◆ **Provided records**:
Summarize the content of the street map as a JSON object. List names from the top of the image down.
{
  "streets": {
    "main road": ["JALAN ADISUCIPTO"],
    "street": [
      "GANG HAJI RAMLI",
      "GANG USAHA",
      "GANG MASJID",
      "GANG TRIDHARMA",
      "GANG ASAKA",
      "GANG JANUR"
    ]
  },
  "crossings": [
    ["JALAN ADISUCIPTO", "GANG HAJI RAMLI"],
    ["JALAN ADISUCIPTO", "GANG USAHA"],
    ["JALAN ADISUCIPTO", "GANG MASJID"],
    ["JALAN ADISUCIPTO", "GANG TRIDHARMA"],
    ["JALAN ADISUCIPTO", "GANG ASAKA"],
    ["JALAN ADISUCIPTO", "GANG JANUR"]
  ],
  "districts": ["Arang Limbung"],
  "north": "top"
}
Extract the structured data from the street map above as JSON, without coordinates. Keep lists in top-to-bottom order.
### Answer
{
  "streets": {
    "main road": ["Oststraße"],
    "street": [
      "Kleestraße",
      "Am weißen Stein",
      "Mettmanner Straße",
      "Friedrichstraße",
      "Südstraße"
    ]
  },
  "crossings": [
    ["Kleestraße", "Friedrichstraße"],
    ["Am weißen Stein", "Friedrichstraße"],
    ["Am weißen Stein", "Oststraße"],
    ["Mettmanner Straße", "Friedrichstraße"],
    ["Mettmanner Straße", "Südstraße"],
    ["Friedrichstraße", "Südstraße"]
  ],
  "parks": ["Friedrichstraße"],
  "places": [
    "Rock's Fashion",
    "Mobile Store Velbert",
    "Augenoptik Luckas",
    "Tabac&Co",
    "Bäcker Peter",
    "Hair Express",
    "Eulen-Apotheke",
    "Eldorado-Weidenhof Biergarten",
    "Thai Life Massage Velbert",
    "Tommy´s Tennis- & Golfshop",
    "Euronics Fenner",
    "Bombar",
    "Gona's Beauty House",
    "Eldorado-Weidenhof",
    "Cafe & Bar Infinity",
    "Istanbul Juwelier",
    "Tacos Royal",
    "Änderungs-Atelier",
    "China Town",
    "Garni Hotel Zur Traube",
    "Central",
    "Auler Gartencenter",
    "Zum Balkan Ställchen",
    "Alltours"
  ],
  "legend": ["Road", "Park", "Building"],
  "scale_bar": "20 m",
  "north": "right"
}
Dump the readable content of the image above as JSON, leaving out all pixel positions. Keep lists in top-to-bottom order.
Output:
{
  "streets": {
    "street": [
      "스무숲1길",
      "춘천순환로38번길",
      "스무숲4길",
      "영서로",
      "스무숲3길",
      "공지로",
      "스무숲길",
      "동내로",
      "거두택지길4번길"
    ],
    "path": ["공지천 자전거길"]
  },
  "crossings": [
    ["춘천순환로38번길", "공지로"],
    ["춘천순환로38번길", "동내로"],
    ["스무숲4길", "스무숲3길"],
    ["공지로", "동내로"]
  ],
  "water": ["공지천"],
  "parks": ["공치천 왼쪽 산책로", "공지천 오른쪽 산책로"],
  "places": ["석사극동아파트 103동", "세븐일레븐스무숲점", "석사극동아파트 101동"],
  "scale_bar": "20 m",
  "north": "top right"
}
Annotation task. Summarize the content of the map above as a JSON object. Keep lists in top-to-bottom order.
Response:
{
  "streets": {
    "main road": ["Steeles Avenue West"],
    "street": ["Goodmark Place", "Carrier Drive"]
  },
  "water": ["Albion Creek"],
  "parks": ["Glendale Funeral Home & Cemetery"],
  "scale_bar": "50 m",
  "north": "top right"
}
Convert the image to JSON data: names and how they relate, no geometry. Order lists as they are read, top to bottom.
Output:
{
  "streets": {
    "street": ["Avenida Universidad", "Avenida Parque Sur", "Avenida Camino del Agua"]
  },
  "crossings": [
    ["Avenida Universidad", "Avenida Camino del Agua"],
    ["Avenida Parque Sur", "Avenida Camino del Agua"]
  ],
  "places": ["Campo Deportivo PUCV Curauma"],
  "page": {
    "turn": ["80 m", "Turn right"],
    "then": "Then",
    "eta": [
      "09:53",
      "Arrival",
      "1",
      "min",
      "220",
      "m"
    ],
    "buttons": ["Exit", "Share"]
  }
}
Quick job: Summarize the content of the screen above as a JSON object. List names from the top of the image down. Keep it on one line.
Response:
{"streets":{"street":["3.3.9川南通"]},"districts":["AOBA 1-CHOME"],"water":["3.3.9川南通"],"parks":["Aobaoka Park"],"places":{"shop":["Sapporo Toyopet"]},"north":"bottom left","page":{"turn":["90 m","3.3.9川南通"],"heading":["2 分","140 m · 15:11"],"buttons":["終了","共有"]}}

◆ **Task to carry out**:
Copy the material above so that it matches line for line.

◆ **Solution**:
Summarize the content of the street map as a JSON object. List names from the top of the image down.
{
  "streets": {
    "main road": ["JALAN ADISUCIPTO"],
    "street": [
      "GANG HAJI RAMLI",
      "GANG USAHA",
      "GANG MASJID",
      "GANG TRIDHARMA",
      "GANG ASAKA",
      "GANG JANUR"
    ]
  },
  "crossings": [
    ["JALAN ADISUCIPTO", "GANG HAJI RAMLI"],
    ["JALAN ADISUCIPTO", "GANG USAHA"],
    ["JALAN ADISUCIPTO", "GANG MASJID"],
    ["JALAN ADISUCIPTO", "GANG TRIDHARMA"],
    ["JALAN ADISUCIPTO", "GANG ASAKA"],
    ["JALAN ADISUCIPTO", "GANG JANUR"]
  ],
  "districts": ["Arang Limbung"],
  "north": "top"
}
Extract the structured data from the street map above as JSON, without coordinates. Keep lists in top-to-bottom order.
### Answer
{
  "streets": {
    "main road": ["Oststraße"],
    "street": [
      "Kleestraße",
      "Am weißen Stein",
      "Mettmanner Straße",
      "Friedrichstraße",
      "Südstraße"
    ]
  },
  "crossings": [
    ["Kleestraße", "Friedrichstraße"],
    ["Am weißen Stein", "Friedrichstraße"],
    ["Am weißen Stein", "Oststraße"],
    ["Mettmanner Straße", "Friedrichstraße"],
    ["Mettmanner Straße", "Südstraße"],
    ["Friedrichstraße", "Südstraße"]
  ],
  "parks": ["Friedrichstraße"],
  "places": [
    "Rock's Fashion",
    "Mobile Store Velbert",
    "Augenoptik Luckas",
    "Tabac&Co",
    "Bäcker Peter",
    "Hair Express",
    "Eulen-Apotheke",
    "Eldorado-Weidenhof Biergarten",
    "Thai Life Massage Velbert",
    "Tommy´s Tennis- & Golfshop",
    "Euronics Fenner",
    "Bombar",
    "Gona's Beauty House",
    "Eldorado-Weidenhof",
    "Cafe & Bar Infinity",
    "Istanbul Juwelier",
    "Tacos Royal",
    "Änderungs-Atelier",
    "China Town",
    "Garni Hotel Zur Traube",
    "Central",
    "Auler Gartencenter",
    "Zum Balkan Ställchen",
    "Alltours"
  ],
  "legend": ["Road", "Park", "Building"],
  "scale_bar": "20 m",
  "north": "right"
}
Dump the readable content of the image above as JSON, leaving out all pixel positions. Keep lists in top-to-bottom order.
Output:
{
  "streets": {
    "street": [
      "스무숲1길",
      "춘천순환로38번길",
      "스무숲4길",
      "영서로",
      "스무숲3길",
      "공지로",
      "스무숲길",
      "동내로",
      "거두택지길4번길"
    ],
    "path": ["공지천 자전거길"]
  },
  "crossings": [
    ["춘천순환로38번길", "공지로"],
    ["춘천순환로38번길", "동내로"],
    ["스무숲4길", "스무숲3길"],
    ["공지로", "동내로"]
  ],
  "water": ["공지천"],
  "parks": ["공치천 왼쪽 산책로", "공지천 오른쪽 산책로"],
  "places": ["석사극동아파트 103동", "세븐일레븐스무숲점", "석사극동아파트 101동"],
  "scale_bar": "20 m",
  "north": "top right"
}
Annotation task. Summarize the content of the map above as a JSON object. Keep lists in top-to-bottom order.
Response:
{
  "streets": {
    "main road": ["Steeles Avenue West"],
    "street": ["Goodmark Place", "Carrier Drive"]
  },
  "water": ["Albion Creek"],
  "parks": ["Glendale Funeral Home & Cemetery"],
  "scale_bar": "50 m",
  "north": "top right"
}
Convert the image to JSON data: names and how they relate, no geometry. Order lists as they are read, top to bottom.
Output:
{
  "streets": {
    "street": ["Avenida Universidad", "Avenida Parque Sur", "Avenida Camino del Agua"]
  },
  "crossings": [
    ["Avenida Universidad", "Avenida Camino del Agua"],
    ["Avenida Parque Sur", "Avenida Camino del Agua"]
  ],
  "places": ["Campo Deportivo PUCV Curauma"],
  "page": {
    "turn": ["80 m", "Turn right"],
    "then": "Then",
    "eta": [
      "09:53",
      "Arrival",
      "1",
      "min",
      "220",
      "m"
    ],
    "buttons": ["Exit", "Share"]
  }
}
Quick job: Summarize the content of the screen above as a JSON object. List names from the top of the image down. Keep it on one line.
Response:
{"streets":{"street":["3.3.9川南通"]},"districts":["AOBA 1-CHOME"],"water":["3.3.9川南通"],"parks":["Aobaoka Park"],"places":{"shop":["Sapporo Toyopet"]},"north":"bottom left","page":{"turn":["90 m","3.3.9川南通"],"heading":["2 分","140 m · 15:11"],"buttons":["終了","共有"]}}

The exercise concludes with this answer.